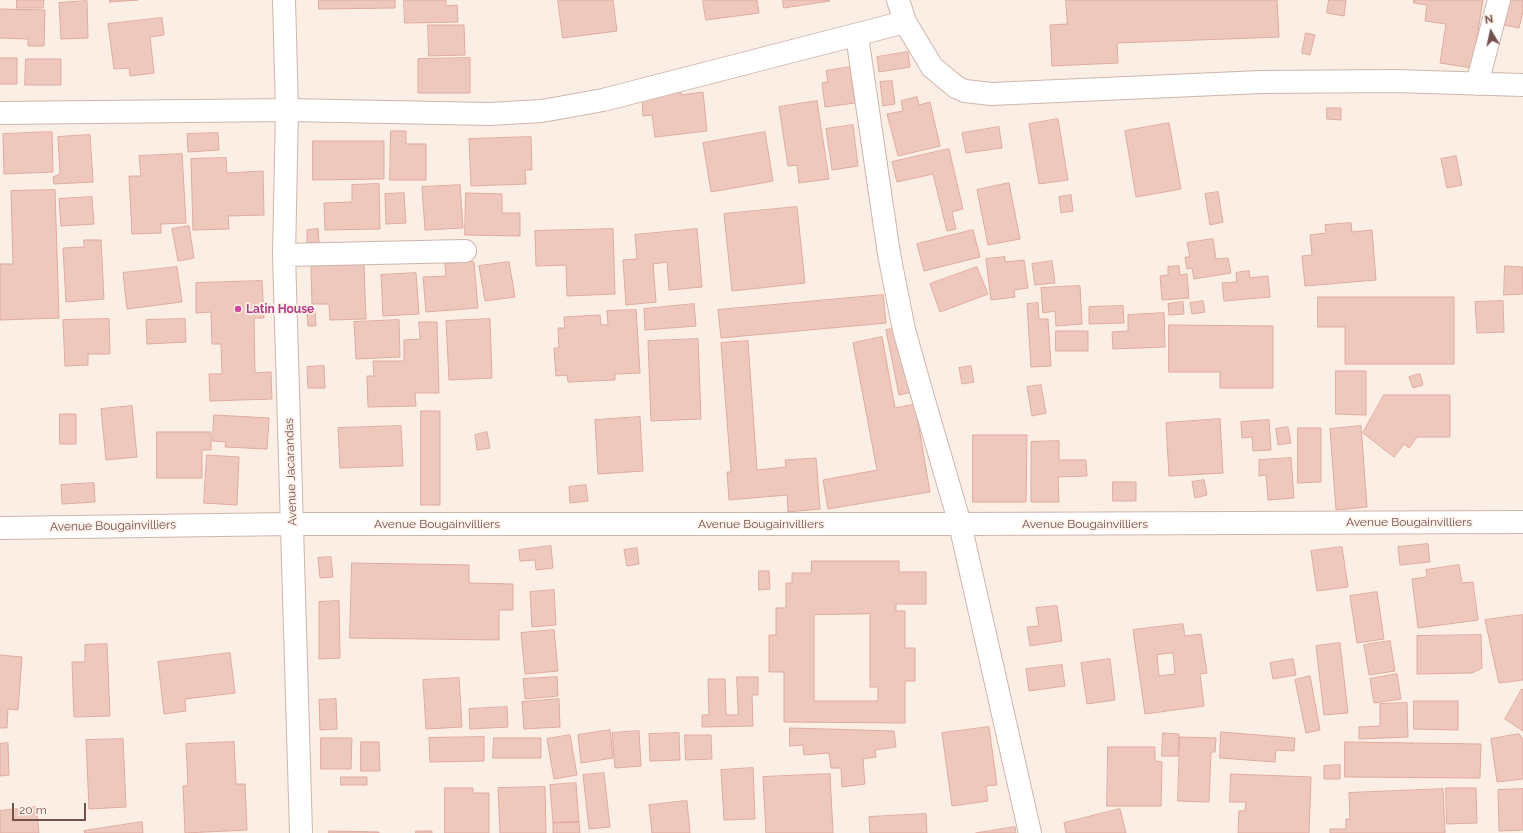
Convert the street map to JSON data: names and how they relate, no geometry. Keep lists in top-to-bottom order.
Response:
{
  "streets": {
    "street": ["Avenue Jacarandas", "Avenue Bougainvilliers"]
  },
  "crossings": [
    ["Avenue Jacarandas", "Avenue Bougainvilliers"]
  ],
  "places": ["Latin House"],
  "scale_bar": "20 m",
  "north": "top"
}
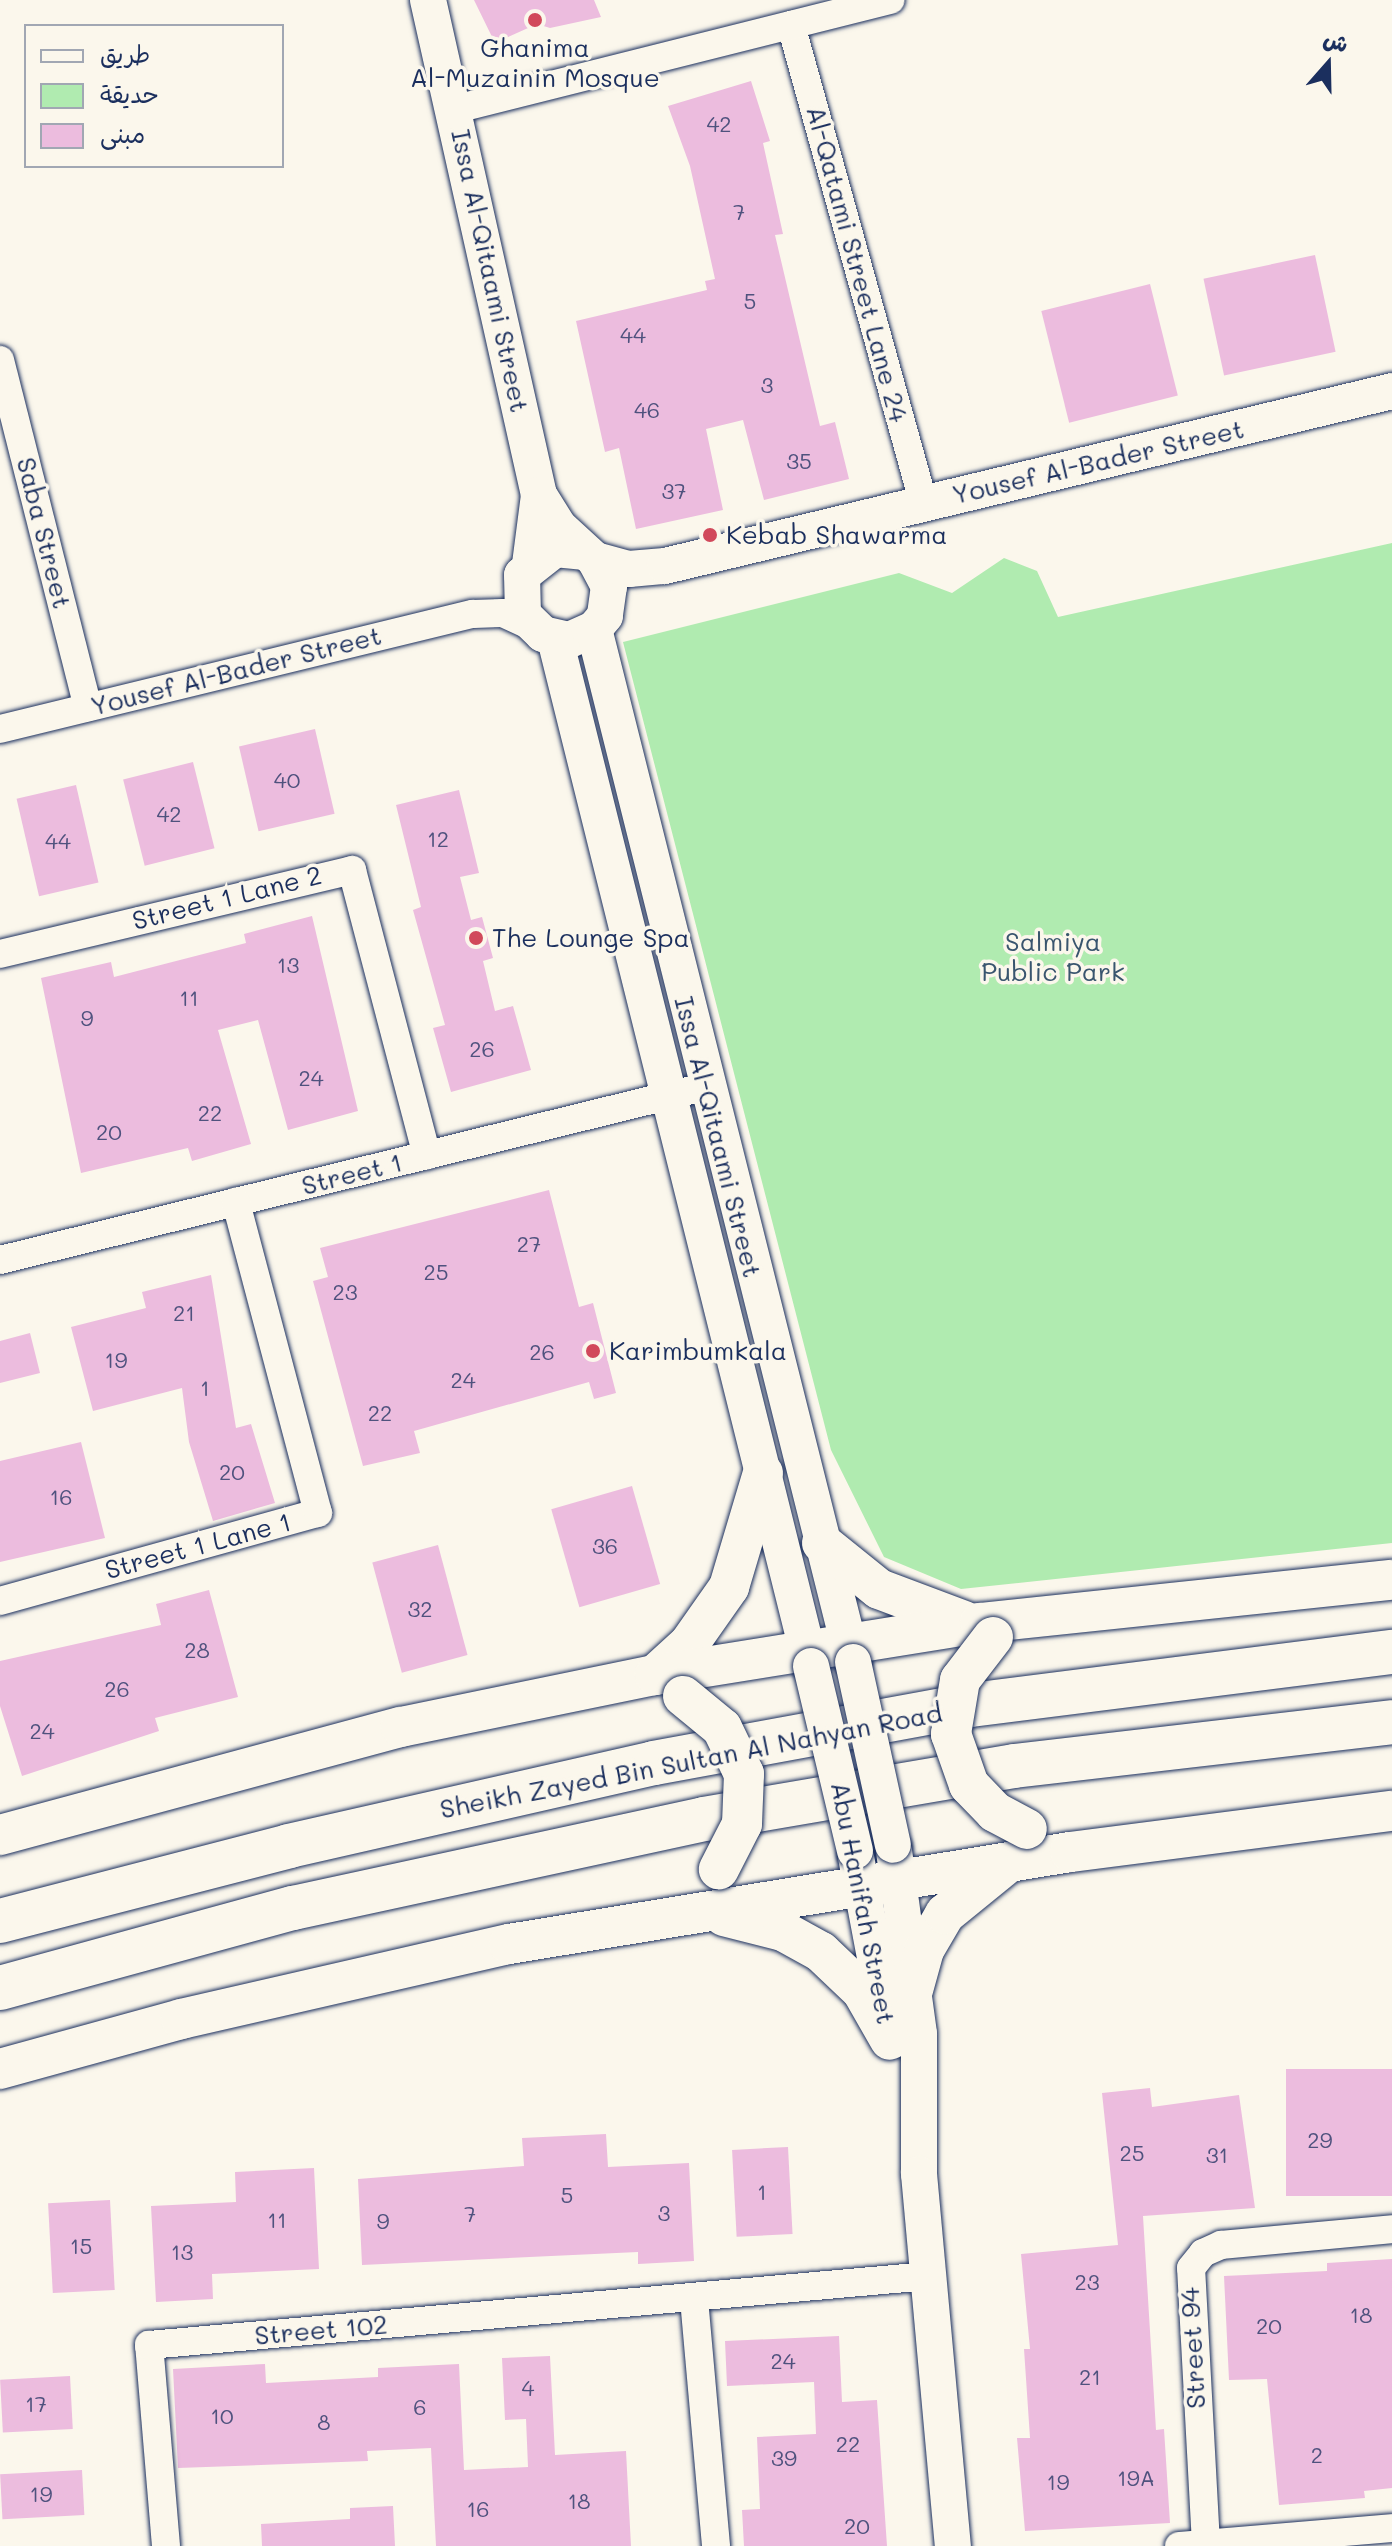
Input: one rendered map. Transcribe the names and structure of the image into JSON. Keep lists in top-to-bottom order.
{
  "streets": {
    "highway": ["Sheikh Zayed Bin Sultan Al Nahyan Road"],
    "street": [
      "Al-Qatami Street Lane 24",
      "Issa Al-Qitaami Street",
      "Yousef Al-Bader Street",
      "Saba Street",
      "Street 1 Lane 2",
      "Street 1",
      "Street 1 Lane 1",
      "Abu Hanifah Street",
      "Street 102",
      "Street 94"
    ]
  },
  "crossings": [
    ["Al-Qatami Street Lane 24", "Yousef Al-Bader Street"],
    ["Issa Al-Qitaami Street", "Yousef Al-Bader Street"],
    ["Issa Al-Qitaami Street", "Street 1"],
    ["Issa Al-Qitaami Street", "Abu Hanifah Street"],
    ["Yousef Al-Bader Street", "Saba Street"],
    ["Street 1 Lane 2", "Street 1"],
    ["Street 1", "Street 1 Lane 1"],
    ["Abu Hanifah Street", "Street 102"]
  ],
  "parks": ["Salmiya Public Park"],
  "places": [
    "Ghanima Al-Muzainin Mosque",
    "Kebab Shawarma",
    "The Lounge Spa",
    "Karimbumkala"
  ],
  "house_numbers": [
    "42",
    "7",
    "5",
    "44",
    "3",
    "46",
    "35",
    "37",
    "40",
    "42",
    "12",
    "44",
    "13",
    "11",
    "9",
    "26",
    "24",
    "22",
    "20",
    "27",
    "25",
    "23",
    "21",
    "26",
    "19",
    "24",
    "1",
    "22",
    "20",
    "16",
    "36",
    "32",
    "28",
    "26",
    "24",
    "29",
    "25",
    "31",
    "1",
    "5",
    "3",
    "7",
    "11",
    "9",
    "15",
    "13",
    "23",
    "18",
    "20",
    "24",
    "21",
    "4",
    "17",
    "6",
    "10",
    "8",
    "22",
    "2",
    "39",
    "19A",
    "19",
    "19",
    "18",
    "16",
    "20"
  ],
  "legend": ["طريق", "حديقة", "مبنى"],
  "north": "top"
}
# # # #
**Your assignment:**
Copy each line above holding "Keep".

**Answer for this exercise:**
Convert the street map to JSON data: names and how they relate, no geometry. Keep lists in top-to-bottom order.
Input: one rendered map. Transcribe the names and structure of the image into JSON. Keep lists in top-to-bottom order.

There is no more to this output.